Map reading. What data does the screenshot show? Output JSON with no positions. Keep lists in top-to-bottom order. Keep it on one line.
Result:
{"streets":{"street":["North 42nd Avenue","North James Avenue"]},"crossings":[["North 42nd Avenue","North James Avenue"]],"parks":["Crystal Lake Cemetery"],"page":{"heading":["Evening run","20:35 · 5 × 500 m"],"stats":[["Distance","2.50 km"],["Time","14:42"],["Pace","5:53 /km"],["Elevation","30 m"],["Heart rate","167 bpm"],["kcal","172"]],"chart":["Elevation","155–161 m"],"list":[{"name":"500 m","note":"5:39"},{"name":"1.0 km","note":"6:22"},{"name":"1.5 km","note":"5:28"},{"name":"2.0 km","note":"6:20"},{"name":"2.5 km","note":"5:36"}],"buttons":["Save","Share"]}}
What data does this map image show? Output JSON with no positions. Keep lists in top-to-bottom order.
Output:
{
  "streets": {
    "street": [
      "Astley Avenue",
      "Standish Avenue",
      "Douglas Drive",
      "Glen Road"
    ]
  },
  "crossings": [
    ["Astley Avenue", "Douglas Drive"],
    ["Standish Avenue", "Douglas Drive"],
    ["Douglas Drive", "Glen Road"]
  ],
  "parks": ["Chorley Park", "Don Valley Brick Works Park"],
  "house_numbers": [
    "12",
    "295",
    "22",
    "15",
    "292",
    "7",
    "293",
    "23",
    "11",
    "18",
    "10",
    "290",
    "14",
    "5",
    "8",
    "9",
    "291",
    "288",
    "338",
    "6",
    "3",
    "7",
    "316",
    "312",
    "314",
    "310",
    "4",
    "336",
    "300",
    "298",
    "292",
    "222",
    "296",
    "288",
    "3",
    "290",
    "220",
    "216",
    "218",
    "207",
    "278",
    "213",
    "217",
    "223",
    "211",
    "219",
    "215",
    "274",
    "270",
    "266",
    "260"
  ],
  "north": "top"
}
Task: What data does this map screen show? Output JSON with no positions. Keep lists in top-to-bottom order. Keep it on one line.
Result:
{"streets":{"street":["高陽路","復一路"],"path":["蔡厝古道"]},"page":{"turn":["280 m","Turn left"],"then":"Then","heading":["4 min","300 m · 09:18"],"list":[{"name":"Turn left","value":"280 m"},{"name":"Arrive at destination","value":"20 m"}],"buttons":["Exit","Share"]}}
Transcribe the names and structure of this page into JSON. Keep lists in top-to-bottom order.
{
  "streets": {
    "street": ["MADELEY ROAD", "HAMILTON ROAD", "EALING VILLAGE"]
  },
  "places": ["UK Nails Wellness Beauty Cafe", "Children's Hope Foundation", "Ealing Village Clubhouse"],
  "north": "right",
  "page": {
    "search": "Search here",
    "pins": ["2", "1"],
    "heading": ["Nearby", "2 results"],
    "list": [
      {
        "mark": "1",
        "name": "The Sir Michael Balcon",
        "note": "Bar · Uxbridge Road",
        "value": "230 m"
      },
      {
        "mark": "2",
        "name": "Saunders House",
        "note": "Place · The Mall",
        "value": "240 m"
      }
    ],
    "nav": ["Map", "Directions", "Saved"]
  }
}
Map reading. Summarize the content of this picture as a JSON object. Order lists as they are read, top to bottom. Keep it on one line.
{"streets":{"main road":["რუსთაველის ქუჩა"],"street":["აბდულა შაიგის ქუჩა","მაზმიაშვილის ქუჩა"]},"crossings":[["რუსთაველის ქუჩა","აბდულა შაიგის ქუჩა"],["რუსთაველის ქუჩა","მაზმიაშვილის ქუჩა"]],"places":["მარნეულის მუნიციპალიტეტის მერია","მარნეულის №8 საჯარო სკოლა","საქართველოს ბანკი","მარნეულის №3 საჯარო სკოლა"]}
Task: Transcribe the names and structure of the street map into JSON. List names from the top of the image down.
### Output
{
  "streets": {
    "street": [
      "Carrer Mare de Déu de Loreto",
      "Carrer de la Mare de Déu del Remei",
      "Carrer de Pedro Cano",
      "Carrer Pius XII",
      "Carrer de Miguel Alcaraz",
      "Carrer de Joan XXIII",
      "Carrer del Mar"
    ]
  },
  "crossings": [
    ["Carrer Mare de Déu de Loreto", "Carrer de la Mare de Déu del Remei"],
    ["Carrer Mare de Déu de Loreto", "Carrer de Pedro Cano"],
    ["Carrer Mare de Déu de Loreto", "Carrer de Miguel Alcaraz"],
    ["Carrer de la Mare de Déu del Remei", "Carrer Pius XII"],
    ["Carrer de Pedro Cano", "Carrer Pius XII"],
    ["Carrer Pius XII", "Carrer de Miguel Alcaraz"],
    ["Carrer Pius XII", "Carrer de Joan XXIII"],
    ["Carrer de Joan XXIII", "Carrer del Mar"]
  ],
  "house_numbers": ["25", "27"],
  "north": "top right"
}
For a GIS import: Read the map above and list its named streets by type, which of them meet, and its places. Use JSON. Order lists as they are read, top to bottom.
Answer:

### WHAT IS REQUIRED
Copy out the material above in full.

### EXERCISE ANSWER
Map reading. What data does the screenshot show? Output JSON with no positions. Keep lists in top-to-bottom order. Keep it on one line.
Result:
{"streets":{"street":["North 42nd Avenue","North James Avenue"]},"crossings":[["North 42nd Avenue","North James Avenue"]],"parks":["Crystal Lake Cemetery"],"page":{"heading":["Evening run","20:35 · 5 × 500 m"],"stats":[["Distance","2.50 km"],["Time","14:42"],["Pace","5:53 /km"],["Elevation","30 m"],["Heart rate","167 bpm"],["kcal","172"]],"chart":["Elevation","155–161 m"],"list":[{"name":"500 m","note":"5:39"},{"name":"1.0 km","note":"6:22"},{"name":"1.5 km","note":"5:28"},{"name":"2.0 km","note":"6:20"},{"name":"2.5 km","note":"5:36"}],"buttons":["Save","Share"]}}
What data does this map image show? Output JSON with no positions. Keep lists in top-to-bottom order.
Output:
{
  "streets": {
    "street": [
      "Astley Avenue",
      "Standish Avenue",
      "Douglas Drive",
      "Glen Road"
    ]
  },
  "crossings": [
    ["Astley Avenue", "Douglas Drive"],
    ["Standish Avenue", "Douglas Drive"],
    ["Douglas Drive", "Glen Road"]
  ],
  "parks": ["Chorley Park", "Don Valley Brick Works Park"],
  "house_numbers": [
    "12",
    "295",
    "22",
    "15",
    "292",
    "7",
    "293",
    "23",
    "11",
    "18",
    "10",
    "290",
    "14",
    "5",
    "8",
    "9",
    "291",
    "288",
    "338",
    "6",
    "3",
    "7",
    "316",
    "312",
    "314",
    "310",
    "4",
    "336",
    "300",
    "298",
    "292",
    "222",
    "296",
    "288",
    "3",
    "290",
    "220",
    "216",
    "218",
    "207",
    "278",
    "213",
    "217",
    "223",
    "211",
    "219",
    "215",
    "274",
    "270",
    "266",
    "260"
  ],
  "north": "top"
}
Task: What data does this map screen show? Output JSON with no positions. Keep lists in top-to-bottom order. Keep it on one line.
Result:
{"streets":{"street":["高陽路","復一路"],"path":["蔡厝古道"]},"page":{"turn":["280 m","Turn left"],"then":"Then","heading":["4 min","300 m · 09:18"],"list":[{"name":"Turn left","value":"280 m"},{"name":"Arrive at destination","value":"20 m"}],"buttons":["Exit","Share"]}}
Transcribe the names and structure of this page into JSON. Keep lists in top-to-bottom order.
{
  "streets": {
    "street": ["MADELEY ROAD", "HAMILTON ROAD", "EALING VILLAGE"]
  },
  "places": ["UK Nails Wellness Beauty Cafe", "Children's Hope Foundation", "Ealing Village Clubhouse"],
  "north": "right",
  "page": {
    "search": "Search here",
    "pins": ["2", "1"],
    "heading": ["Nearby", "2 results"],
    "list": [
      {
        "mark": "1",
        "name": "The Sir Michael Balcon",
        "note": "Bar · Uxbridge Road",
        "value": "230 m"
      },
      {
        "mark": "2",
        "name": "Saunders House",
        "note": "Place · The Mall",
        "value": "240 m"
      }
    ],
    "nav": ["Map", "Directions", "Saved"]
  }
}
Map reading. Summarize the content of this picture as a JSON object. Order lists as they are read, top to bottom. Keep it on one line.
{"streets":{"main road":["რუსთაველის ქუჩა"],"street":["აბდულა შაიგის ქუჩა","მაზმიაშვილის ქუჩა"]},"crossings":[["რუსთაველის ქუჩა","აბდულა შაიგის ქუჩა"],["რუსთაველის ქუჩა","მაზმიაშვილის ქუჩა"]],"places":["მარნეულის მუნიციპალიტეტის მერია","მარნეულის №8 საჯარო სკოლა","საქართველოს ბანკი","მარნეულის №3 საჯარო სკოლა"]}
Task: Transcribe the names and structure of the street map into JSON. List names from the top of the image down.
### Output
{
  "streets": {
    "street": [
      "Carrer Mare de Déu de Loreto",
      "Carrer de la Mare de Déu del Remei",
      "Carrer de Pedro Cano",
      "Carrer Pius XII",
      "Carrer de Miguel Alcaraz",
      "Carrer de Joan XXIII",
      "Carrer del Mar"
    ]
  },
  "crossings": [
    ["Carrer Mare de Déu de Loreto", "Carrer de la Mare de Déu del Remei"],
    ["Carrer Mare de Déu de Loreto", "Carrer de Pedro Cano"],
    ["Carrer Mare de Déu de Loreto", "Carrer de Miguel Alcaraz"],
    ["Carrer de la Mare de Déu del Remei", "Carrer Pius XII"],
    ["Carrer de Pedro Cano", "Carrer Pius XII"],
    ["Carrer Pius XII", "Carrer de Miguel Alcaraz"],
    ["Carrer Pius XII", "Carrer de Joan XXIII"],
    ["Carrer de Joan XXIII", "Carrer del Mar"]
  ],
  "house_numbers": ["25", "27"],
  "north": "top right"
}
For a GIS import: Read the map above and list its named streets by type, which of them meet, and its places. Use JSON. Order lists as they are read, top to bottom.
Answer:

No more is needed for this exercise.